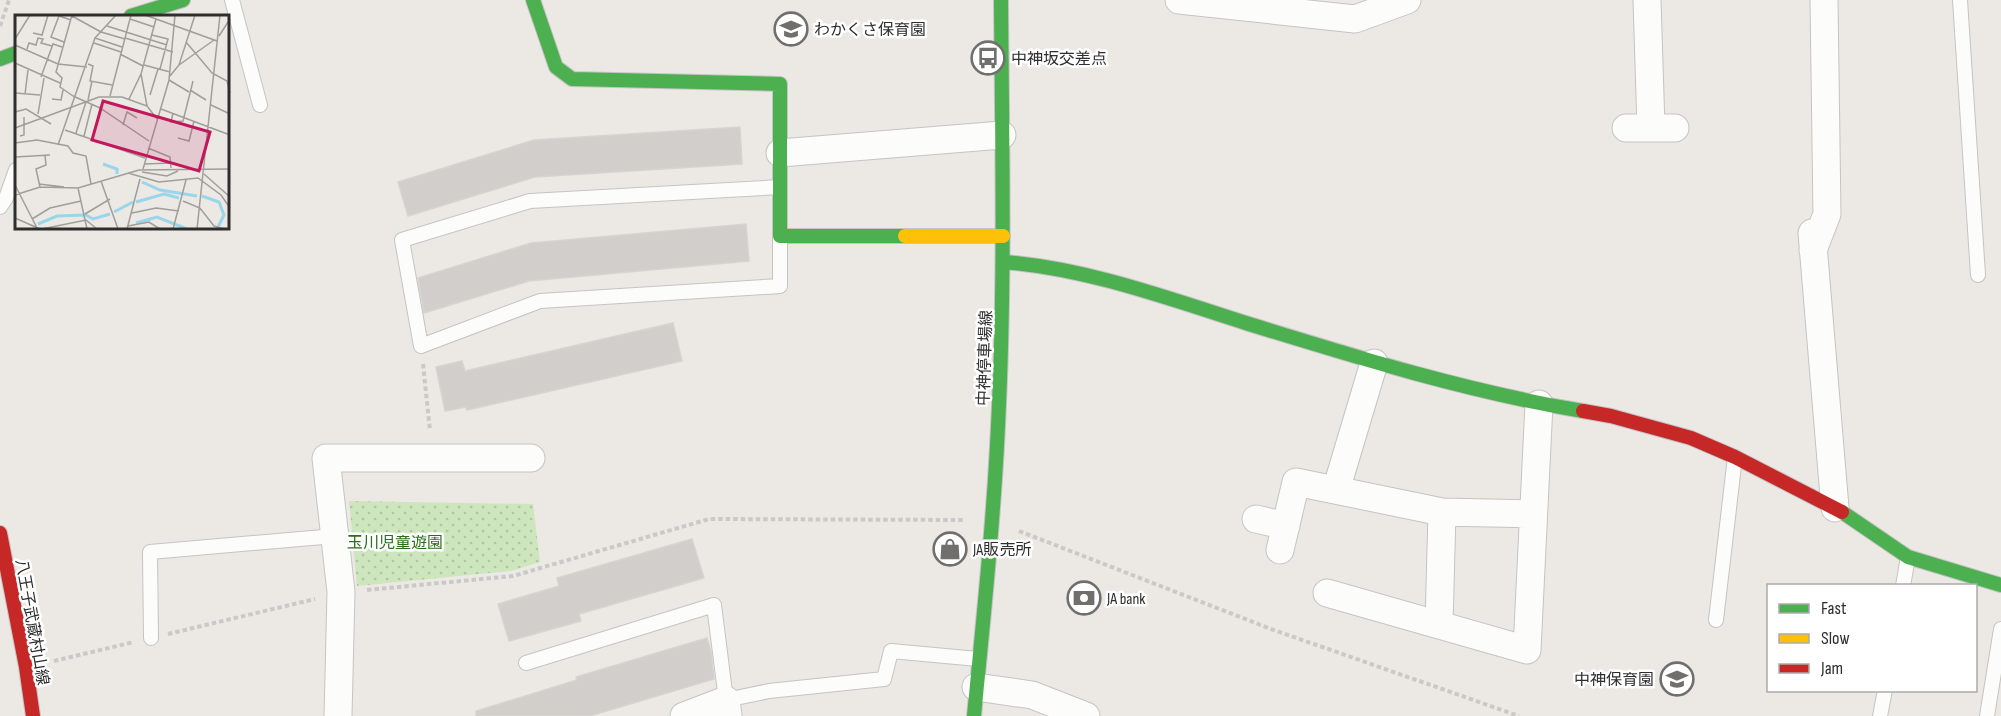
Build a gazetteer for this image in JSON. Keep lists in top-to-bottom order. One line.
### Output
---
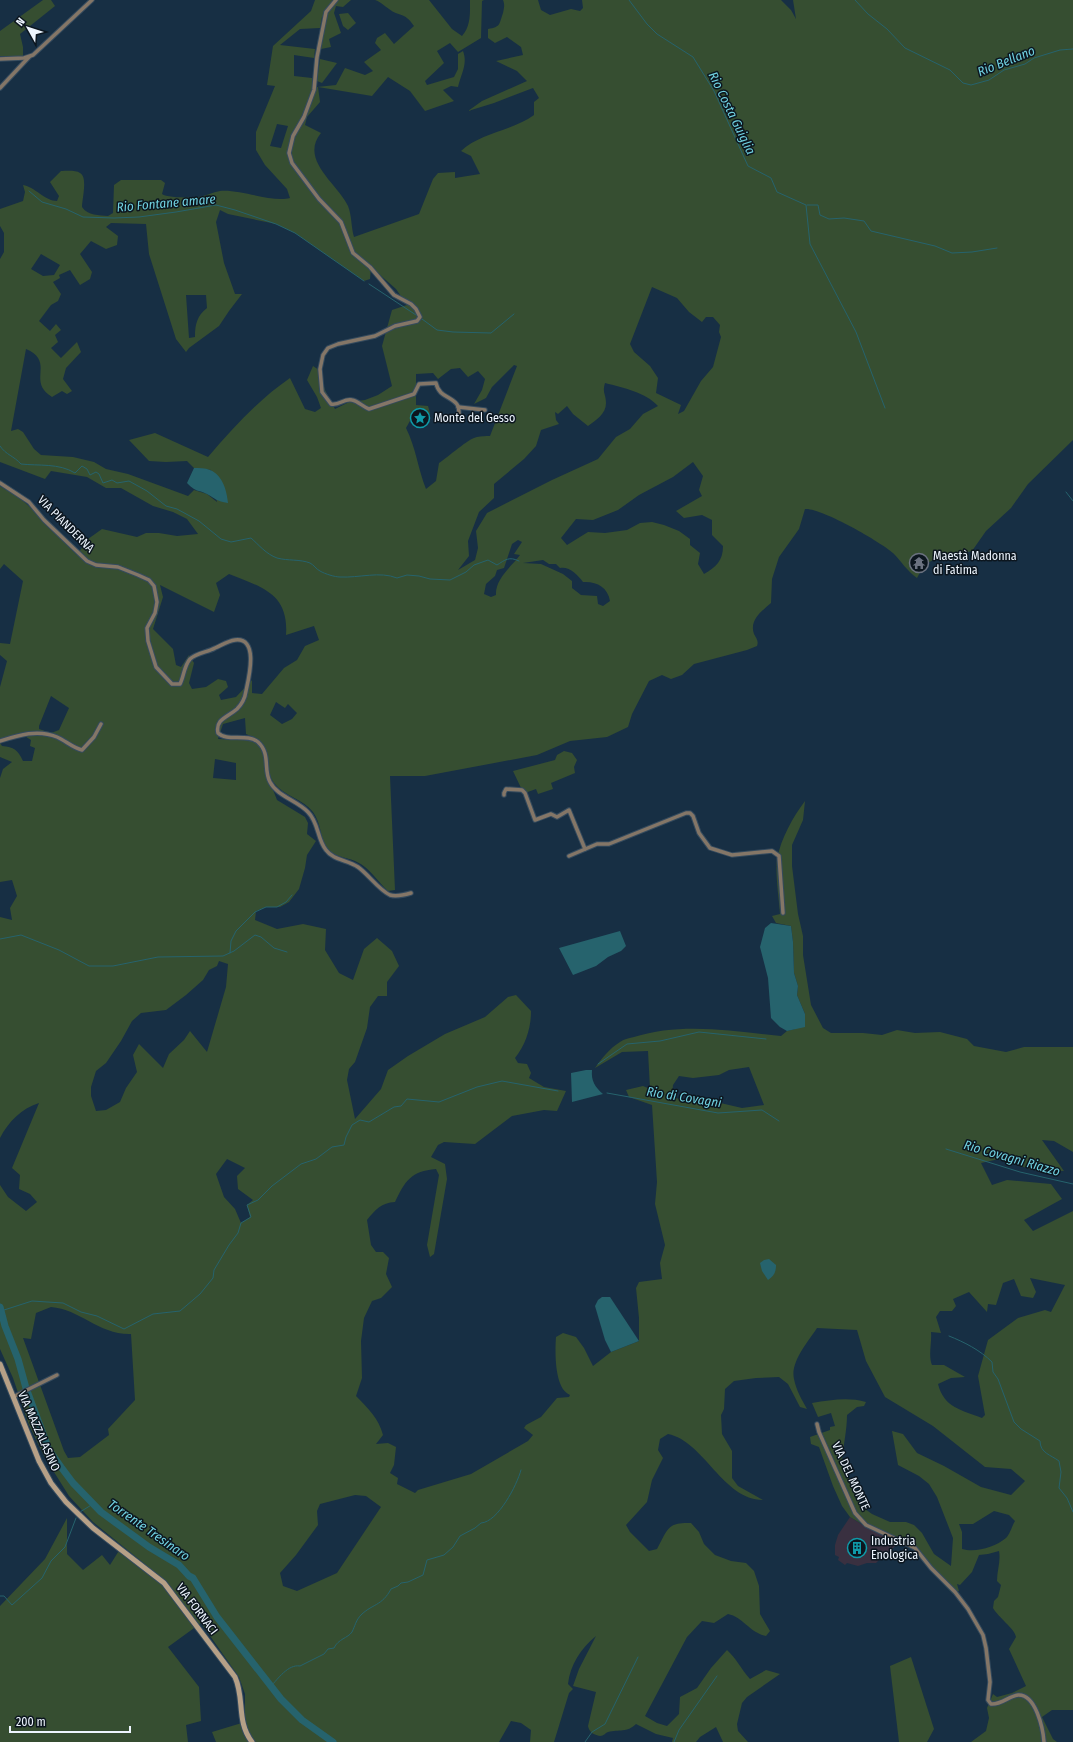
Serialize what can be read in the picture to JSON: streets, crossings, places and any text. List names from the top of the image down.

[REQUIREMENT] Write out every line of the entries that holds the word "JSON".

[ANSWER SPACE]
Build a gazetteer for this image in JSON. Keep lists in top-to-bottom order. One line.
Serialize what can be read in the picture to JSON: streets, crossings, places and any text. List names from the top of the image down.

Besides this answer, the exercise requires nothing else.